TO DO: Count lines, not occurrences: report how many lines in the records hold the string "check", and nothing else.

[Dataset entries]
↓
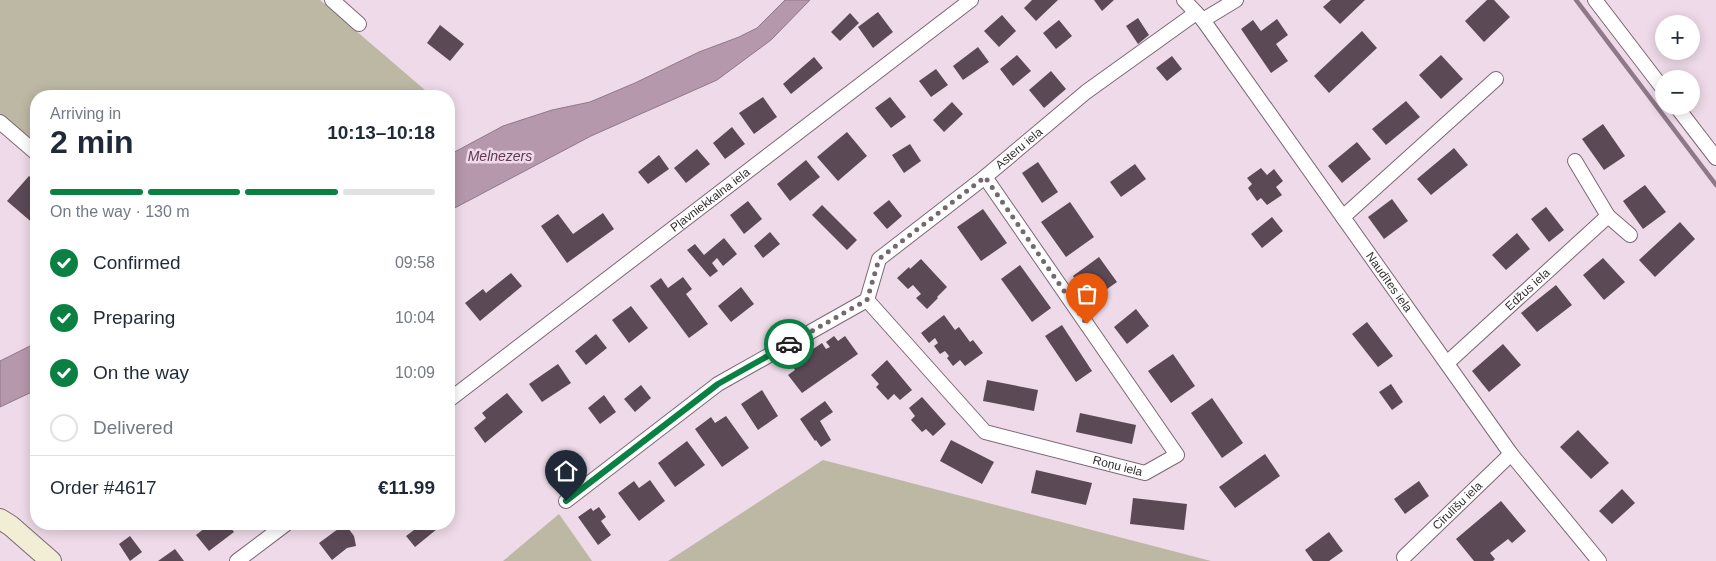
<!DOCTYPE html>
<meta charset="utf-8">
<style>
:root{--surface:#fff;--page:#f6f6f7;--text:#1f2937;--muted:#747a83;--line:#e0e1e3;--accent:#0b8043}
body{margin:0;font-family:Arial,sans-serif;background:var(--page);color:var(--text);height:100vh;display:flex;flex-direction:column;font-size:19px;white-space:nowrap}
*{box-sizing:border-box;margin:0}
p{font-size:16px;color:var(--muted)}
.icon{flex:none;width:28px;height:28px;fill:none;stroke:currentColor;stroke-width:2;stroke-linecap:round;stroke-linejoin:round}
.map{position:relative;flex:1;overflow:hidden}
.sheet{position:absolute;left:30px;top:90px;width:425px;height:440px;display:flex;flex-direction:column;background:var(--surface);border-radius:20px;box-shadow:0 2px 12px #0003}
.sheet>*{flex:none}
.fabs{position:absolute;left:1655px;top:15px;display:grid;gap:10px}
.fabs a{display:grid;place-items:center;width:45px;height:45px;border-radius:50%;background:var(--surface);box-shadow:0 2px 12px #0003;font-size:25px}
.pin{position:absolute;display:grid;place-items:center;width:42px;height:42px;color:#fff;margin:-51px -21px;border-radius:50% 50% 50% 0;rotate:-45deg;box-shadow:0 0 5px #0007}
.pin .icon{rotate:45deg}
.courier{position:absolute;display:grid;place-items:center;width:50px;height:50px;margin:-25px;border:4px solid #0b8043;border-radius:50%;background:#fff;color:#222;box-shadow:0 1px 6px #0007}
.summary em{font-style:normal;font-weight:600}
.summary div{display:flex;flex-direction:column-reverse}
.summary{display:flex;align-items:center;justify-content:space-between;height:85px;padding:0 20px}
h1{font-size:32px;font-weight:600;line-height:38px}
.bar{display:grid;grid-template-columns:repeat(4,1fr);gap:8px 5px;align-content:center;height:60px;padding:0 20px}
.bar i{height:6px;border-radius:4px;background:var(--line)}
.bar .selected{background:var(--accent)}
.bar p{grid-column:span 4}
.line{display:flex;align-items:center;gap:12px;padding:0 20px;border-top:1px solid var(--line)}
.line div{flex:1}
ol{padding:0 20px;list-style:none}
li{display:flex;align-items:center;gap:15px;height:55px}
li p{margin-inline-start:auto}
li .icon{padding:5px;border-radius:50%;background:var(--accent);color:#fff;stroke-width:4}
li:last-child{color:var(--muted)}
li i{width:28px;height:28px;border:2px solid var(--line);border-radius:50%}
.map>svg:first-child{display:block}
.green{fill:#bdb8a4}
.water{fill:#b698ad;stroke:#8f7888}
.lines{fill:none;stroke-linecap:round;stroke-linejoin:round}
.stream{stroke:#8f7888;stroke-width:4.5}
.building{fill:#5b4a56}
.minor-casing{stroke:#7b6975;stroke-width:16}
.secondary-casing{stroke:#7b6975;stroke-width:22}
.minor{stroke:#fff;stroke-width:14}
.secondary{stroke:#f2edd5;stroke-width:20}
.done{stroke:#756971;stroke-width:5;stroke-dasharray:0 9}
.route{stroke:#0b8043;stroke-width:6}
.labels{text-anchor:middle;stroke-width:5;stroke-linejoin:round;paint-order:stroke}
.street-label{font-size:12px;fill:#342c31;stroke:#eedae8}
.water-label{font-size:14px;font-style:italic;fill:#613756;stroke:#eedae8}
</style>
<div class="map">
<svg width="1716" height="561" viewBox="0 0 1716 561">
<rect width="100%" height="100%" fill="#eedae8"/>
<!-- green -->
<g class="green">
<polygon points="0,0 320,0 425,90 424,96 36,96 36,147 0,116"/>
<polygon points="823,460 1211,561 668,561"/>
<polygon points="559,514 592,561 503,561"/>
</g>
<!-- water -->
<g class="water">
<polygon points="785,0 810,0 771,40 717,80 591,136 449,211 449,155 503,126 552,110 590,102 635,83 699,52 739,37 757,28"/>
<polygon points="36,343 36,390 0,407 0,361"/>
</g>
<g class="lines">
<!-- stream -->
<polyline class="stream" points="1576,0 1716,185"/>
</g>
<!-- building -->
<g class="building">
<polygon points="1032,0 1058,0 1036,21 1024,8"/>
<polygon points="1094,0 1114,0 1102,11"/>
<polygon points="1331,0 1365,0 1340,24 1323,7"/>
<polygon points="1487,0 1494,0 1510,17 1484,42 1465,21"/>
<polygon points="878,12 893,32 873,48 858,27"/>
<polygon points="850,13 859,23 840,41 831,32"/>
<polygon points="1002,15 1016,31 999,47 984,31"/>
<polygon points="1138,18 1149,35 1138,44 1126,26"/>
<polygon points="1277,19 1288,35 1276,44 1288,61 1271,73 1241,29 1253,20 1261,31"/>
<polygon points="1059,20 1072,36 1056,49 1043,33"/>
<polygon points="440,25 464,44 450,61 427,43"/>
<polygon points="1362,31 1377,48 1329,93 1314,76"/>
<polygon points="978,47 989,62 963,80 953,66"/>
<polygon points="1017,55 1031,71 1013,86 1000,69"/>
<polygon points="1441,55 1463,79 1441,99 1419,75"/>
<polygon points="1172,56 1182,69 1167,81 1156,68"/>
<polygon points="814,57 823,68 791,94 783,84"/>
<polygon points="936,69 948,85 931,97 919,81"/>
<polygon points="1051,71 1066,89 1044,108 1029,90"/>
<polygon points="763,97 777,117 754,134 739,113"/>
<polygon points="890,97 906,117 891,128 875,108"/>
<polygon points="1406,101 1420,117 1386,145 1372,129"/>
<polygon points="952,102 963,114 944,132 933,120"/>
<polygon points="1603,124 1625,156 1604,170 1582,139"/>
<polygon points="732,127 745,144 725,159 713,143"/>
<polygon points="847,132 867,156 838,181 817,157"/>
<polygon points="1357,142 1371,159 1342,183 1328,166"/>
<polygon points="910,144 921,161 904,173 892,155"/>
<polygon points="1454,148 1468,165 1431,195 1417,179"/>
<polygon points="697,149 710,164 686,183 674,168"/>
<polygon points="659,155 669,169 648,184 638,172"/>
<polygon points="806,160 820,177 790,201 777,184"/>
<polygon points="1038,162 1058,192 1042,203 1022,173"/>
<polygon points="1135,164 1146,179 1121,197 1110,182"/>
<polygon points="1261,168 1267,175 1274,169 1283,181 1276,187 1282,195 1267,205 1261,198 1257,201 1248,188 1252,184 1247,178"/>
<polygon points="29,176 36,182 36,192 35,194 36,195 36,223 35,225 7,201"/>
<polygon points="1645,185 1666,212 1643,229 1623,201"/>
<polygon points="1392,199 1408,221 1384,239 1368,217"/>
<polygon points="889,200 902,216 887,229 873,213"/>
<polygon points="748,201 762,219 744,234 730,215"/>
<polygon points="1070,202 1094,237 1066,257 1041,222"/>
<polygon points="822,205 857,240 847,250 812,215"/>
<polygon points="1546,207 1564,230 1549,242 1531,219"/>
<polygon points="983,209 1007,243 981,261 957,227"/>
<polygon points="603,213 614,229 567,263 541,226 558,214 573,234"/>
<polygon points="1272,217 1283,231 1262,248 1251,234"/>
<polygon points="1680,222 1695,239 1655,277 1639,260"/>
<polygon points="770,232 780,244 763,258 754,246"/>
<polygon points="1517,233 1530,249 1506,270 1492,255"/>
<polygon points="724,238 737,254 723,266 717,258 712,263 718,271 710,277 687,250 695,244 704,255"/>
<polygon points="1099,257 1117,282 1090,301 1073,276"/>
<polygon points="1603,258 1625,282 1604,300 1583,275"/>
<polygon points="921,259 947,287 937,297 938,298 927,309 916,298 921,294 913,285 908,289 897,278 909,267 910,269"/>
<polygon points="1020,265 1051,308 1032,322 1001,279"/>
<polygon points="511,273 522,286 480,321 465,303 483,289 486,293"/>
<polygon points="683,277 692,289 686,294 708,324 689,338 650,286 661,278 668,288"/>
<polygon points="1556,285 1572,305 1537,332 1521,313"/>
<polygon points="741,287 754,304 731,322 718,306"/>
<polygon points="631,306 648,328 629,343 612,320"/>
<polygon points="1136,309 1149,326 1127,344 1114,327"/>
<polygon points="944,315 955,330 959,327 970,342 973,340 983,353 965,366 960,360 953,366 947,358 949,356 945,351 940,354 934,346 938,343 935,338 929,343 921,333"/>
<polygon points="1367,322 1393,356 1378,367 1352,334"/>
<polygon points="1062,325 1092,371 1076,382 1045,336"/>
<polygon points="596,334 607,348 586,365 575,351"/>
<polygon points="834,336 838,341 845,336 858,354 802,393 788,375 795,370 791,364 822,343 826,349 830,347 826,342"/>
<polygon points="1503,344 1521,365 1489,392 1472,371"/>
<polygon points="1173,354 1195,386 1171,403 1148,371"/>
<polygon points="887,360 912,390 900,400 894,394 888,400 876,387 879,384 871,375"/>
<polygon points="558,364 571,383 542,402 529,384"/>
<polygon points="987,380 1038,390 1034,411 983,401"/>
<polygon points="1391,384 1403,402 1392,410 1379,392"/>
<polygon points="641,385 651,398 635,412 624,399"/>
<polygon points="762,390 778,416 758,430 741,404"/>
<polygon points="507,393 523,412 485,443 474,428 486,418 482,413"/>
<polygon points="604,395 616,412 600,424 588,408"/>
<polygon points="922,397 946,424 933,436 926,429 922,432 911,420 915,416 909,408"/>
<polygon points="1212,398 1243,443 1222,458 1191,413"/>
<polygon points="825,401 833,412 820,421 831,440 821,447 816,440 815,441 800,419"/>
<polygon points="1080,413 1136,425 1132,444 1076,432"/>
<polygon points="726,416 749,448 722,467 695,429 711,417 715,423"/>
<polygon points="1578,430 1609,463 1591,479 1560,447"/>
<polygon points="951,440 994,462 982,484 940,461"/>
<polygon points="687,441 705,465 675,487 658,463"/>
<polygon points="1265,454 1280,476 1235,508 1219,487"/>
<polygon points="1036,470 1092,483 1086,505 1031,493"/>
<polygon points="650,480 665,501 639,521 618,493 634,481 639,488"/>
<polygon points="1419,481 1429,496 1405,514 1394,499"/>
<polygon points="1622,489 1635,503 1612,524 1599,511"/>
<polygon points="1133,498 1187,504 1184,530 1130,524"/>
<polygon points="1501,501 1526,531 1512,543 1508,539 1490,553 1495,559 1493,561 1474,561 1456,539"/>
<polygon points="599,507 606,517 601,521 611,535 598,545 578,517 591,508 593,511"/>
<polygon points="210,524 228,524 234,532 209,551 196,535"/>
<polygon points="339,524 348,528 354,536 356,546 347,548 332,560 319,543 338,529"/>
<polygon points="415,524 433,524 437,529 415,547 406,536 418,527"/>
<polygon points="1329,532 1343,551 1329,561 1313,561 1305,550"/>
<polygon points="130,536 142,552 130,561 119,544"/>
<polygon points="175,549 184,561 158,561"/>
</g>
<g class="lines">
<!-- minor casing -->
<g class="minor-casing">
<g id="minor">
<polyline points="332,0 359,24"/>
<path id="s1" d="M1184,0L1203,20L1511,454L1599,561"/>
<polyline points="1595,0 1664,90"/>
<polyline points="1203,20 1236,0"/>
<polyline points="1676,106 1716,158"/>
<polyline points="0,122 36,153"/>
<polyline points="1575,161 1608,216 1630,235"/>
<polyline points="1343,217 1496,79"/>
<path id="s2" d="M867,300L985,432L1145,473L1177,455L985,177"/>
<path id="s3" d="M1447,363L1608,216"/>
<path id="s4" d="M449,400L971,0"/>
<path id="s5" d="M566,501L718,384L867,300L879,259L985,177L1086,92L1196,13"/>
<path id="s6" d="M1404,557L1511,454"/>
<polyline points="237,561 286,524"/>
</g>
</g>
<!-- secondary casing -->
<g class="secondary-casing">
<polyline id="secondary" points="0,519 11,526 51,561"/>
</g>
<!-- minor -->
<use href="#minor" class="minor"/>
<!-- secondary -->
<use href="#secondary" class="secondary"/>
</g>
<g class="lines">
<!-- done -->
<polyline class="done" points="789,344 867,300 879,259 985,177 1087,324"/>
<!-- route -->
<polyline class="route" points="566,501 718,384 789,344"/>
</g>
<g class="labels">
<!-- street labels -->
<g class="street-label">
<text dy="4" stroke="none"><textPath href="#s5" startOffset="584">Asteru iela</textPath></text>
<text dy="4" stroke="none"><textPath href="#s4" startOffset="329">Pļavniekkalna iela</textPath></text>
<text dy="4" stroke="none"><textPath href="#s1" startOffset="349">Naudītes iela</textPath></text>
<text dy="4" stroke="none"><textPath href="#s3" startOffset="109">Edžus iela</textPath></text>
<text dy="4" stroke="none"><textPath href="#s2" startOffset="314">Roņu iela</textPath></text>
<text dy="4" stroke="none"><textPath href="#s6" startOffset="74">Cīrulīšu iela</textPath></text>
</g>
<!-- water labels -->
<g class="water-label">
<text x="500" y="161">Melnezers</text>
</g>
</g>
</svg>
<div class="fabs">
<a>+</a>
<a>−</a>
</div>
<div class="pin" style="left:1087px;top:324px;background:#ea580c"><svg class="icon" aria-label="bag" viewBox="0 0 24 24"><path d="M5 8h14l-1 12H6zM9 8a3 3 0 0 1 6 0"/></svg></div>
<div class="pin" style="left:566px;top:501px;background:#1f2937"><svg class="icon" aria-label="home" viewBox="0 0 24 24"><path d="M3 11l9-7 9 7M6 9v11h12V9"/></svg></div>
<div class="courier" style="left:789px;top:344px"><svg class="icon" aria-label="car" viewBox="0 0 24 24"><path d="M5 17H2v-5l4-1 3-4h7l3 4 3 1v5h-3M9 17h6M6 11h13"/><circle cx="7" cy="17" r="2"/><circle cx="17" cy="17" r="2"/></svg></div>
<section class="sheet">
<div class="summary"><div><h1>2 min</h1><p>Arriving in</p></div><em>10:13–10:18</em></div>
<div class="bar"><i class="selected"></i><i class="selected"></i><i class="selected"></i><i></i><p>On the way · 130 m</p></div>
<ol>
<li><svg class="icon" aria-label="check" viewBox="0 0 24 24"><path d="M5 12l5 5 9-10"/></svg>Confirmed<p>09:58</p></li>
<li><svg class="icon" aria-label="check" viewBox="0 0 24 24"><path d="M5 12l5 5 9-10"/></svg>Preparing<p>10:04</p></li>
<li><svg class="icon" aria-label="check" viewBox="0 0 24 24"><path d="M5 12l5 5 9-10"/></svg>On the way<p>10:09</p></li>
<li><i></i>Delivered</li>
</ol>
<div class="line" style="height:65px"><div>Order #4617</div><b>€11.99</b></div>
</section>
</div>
↑
RESULT OF THIS EXERCISE: 3